Opinion
October 15, 1973
In an negligence action to recover damages for personal injuries, defendant appeals from an interlocutory judgment of the Supreme Court, Richmond County, entered January 24, 1973, in plaintiff's favor on the issue of liability only, upon a jury verdict. Judgment reversed, on the law, and new trial granted, with costs to abide the event. No questions of fact were urged by appellant and none have been considered. The trial court refused to permit defendant to put into evidence a portion of plaintiff's emergency room hospital record wherein it was recounted that plaintiff fell outside of defendant's building. The physician who had taken the history testified that he recognized the record as having been written in his handwriting.
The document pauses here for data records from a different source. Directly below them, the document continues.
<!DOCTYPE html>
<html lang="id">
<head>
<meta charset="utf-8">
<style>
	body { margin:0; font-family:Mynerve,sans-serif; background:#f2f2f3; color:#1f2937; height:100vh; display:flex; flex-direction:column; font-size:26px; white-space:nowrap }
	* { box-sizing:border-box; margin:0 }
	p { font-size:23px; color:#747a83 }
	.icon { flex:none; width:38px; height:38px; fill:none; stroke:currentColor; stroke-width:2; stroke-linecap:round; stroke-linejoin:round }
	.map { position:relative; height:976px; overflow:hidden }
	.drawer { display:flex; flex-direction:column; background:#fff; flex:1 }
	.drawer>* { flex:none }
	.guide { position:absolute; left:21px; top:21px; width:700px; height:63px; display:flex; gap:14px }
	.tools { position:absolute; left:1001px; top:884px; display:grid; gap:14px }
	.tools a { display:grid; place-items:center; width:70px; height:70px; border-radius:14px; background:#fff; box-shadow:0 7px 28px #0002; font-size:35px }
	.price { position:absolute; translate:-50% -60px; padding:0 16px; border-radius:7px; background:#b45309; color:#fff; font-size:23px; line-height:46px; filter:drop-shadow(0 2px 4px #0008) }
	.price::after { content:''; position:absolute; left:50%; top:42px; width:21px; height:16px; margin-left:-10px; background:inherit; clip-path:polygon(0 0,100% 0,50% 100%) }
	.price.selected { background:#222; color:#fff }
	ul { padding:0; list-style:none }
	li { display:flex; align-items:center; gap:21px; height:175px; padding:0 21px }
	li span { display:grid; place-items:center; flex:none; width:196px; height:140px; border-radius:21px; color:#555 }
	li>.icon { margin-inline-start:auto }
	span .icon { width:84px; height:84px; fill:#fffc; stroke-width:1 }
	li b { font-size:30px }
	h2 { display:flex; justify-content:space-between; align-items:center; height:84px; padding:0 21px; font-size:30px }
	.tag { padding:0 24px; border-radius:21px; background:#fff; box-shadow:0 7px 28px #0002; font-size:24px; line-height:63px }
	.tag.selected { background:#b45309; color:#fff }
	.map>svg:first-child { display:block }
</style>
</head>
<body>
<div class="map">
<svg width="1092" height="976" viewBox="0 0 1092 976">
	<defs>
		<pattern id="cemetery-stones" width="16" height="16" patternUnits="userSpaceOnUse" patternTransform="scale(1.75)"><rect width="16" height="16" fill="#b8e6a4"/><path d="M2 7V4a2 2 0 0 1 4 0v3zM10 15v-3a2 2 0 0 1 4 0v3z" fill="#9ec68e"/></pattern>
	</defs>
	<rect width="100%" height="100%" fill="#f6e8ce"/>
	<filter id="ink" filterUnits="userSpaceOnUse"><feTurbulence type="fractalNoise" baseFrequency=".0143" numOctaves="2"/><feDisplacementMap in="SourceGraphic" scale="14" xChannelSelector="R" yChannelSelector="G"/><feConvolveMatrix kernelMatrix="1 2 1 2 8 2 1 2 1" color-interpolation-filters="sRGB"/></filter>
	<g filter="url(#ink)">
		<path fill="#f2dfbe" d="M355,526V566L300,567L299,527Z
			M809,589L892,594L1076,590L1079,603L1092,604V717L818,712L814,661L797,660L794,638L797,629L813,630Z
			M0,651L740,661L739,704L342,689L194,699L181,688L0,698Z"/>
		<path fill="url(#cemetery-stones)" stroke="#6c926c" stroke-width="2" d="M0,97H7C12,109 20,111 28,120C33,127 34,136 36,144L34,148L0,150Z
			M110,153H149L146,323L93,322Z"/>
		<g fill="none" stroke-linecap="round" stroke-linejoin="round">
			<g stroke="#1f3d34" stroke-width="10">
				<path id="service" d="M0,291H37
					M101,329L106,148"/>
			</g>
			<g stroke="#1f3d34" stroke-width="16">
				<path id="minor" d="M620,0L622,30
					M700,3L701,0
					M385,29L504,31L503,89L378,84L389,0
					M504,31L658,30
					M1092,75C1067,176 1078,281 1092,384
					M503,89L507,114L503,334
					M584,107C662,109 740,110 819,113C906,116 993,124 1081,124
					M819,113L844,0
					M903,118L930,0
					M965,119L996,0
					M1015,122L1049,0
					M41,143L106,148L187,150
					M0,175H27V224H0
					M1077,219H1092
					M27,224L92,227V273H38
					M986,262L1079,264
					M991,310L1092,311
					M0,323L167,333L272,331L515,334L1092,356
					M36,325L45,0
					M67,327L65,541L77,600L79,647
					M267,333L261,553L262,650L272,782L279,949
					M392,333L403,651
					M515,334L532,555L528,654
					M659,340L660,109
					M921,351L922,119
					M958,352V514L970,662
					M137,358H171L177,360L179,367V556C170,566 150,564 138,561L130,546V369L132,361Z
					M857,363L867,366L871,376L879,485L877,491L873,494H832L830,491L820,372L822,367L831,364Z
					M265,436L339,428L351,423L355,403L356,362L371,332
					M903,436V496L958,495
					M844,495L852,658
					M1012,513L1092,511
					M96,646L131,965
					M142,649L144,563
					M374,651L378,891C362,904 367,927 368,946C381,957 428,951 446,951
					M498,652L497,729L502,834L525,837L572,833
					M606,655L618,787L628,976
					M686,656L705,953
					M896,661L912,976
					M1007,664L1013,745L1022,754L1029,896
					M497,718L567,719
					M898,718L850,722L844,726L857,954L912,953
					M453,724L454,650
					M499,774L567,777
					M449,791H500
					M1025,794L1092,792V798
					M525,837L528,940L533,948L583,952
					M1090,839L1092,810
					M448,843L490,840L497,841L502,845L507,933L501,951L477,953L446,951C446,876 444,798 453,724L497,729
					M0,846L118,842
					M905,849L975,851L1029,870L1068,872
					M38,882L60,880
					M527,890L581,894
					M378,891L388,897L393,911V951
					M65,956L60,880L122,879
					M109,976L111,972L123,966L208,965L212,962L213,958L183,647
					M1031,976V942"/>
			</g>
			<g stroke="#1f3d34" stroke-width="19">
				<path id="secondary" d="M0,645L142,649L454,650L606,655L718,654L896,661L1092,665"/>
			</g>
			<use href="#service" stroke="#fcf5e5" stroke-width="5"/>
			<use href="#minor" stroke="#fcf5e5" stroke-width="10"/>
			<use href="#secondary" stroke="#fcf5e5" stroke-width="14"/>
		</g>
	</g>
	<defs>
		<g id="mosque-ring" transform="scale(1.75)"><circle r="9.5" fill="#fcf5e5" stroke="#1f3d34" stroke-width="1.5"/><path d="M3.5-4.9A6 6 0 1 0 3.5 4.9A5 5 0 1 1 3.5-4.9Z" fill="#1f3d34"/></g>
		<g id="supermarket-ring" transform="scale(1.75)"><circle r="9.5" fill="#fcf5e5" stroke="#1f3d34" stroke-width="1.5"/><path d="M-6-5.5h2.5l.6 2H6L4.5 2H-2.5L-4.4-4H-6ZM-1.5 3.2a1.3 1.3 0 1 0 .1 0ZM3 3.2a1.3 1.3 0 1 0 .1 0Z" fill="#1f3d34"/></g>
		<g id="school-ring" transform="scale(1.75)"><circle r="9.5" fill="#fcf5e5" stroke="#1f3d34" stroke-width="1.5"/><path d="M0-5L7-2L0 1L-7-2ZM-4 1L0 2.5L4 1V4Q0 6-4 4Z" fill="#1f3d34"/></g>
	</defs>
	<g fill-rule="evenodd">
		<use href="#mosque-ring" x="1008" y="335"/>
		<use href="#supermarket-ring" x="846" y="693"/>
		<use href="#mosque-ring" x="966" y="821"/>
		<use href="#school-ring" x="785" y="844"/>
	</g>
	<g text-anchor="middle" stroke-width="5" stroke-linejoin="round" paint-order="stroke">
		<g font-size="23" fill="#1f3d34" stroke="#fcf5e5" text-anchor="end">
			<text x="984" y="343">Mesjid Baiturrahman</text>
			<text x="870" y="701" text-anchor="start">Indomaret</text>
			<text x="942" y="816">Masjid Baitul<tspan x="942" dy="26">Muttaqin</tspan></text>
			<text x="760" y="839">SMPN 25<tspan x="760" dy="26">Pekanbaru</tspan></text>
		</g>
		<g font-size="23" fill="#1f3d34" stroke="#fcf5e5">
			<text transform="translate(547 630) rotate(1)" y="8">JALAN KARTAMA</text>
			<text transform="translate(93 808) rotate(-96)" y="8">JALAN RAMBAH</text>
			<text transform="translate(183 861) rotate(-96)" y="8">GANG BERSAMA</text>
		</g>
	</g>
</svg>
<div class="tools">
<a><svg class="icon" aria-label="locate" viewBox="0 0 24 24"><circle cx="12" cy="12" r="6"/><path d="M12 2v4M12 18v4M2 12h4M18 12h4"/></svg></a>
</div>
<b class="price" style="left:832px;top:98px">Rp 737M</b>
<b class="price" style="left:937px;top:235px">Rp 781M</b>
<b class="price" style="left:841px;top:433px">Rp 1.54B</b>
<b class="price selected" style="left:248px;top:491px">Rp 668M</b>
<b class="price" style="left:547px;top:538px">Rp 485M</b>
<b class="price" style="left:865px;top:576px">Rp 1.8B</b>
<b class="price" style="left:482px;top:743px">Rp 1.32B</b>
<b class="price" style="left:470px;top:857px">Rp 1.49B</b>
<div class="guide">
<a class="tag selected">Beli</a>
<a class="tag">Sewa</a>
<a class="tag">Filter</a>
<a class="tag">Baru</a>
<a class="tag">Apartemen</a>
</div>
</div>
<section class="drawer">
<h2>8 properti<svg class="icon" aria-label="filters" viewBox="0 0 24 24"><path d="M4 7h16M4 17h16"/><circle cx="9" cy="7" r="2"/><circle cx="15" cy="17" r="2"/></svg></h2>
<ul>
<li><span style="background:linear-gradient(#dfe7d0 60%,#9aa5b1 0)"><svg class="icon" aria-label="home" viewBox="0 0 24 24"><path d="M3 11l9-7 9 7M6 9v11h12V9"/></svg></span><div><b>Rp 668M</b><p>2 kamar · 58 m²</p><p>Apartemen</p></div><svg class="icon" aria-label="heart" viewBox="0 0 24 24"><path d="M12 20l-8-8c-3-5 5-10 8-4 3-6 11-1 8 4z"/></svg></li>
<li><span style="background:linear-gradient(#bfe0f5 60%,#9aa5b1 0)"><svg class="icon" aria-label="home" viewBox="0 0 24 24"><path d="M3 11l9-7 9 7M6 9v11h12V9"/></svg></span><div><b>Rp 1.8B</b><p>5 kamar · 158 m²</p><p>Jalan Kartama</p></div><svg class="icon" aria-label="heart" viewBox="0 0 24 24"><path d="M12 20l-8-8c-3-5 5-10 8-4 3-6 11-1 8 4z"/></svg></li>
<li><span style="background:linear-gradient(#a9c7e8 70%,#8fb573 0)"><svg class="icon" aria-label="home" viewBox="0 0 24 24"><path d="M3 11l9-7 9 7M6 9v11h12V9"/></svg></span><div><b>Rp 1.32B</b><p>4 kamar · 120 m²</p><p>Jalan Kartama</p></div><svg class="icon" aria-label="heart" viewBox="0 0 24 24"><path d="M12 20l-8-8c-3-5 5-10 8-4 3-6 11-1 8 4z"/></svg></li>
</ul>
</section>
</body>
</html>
In addition, he identified his signature thereon and stated that this history was taken on the day that plaintiff was taken to the hospital to be treated for injuries allegedly sustained by her in a fall on defendant's premises. Although he could not recall the incident independently and his recollection of the facts was not refreshed by his in-court reading of the record, he did testify that he had taken the history from plaintiff. It is plaintiff's position that she fell inside of defendant's premises. Since the attending physician stated that he had taken a contrary statement from her on the date of the alleged accident, we think that the statement contained in the history portion of plaintiff's hospital record should have been admitted into evidence as an admission against plaintiff. The trial court's ruling to the contrary was error ( Roberto v. Nielson, 262 App. Div. 1035, affd. 288 N.Y. 581; Del Toro v. Carroll, 33 A.D.2d 160, 165; Richardson, Evidence [9th ed.], § 233, p. 227). Munder, Acting P.J., Martuscello, Latham, Gulotta and Benjamin, JJ., concur.